PROBLEM:
What you return must be exactly the lines running from the one with "Annotation task. Describe" to the end of the data below, inclusive, and nothing more.

Collection entries
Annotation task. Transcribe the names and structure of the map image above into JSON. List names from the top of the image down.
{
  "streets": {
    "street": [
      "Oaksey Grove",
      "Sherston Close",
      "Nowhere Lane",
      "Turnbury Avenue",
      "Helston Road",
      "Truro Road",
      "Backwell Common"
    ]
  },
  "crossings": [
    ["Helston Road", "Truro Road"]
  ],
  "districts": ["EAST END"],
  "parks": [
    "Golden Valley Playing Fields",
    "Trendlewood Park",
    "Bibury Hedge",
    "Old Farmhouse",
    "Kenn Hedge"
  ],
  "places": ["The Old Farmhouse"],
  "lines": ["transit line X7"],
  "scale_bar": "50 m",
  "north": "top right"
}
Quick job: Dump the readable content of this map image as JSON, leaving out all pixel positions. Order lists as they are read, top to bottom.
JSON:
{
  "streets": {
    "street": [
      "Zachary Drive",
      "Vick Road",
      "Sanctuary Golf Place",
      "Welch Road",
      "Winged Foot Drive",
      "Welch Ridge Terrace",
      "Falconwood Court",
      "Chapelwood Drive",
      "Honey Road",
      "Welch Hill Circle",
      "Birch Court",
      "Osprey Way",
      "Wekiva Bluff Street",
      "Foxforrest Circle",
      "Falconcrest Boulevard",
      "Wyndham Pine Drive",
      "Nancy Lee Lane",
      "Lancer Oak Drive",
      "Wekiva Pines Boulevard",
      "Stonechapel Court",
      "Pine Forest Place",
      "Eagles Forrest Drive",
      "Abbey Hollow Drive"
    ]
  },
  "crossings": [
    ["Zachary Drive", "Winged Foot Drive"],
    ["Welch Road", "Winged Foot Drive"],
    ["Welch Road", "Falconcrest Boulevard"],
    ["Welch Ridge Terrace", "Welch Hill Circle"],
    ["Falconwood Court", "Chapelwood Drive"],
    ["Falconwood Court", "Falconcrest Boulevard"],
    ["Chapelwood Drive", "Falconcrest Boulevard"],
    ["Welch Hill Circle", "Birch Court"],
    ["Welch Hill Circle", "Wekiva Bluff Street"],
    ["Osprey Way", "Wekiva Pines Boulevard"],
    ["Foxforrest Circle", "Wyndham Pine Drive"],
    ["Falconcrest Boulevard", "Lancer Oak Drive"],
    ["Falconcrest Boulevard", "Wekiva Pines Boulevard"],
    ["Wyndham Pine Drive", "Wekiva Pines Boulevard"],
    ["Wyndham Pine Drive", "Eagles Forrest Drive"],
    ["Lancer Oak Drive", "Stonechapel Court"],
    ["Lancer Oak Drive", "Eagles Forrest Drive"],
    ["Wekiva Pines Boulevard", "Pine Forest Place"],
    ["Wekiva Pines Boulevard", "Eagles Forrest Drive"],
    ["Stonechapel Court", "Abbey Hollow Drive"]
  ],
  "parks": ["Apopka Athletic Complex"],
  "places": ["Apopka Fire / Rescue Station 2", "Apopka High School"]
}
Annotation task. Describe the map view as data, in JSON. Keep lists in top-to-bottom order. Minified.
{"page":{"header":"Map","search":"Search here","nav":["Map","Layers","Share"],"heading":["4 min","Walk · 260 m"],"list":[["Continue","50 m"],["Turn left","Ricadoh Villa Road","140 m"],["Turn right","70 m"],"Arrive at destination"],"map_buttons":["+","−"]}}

EXERCISE RESPONSE:
Annotation task. Describe the map view as data, in JSON. Keep lists in top-to-bottom order. Minified.
{"page":{"header":"Map","search":"Search here","nav":["Map","Layers","Share"],"heading":["4 min","Walk · 260 m"],"list":[["Continue","50 m"],["Turn left","Ricadoh Villa Road","140 m"],["Turn right","70 m"],"Arrive at destination"],"map_buttons":["+","−"]}}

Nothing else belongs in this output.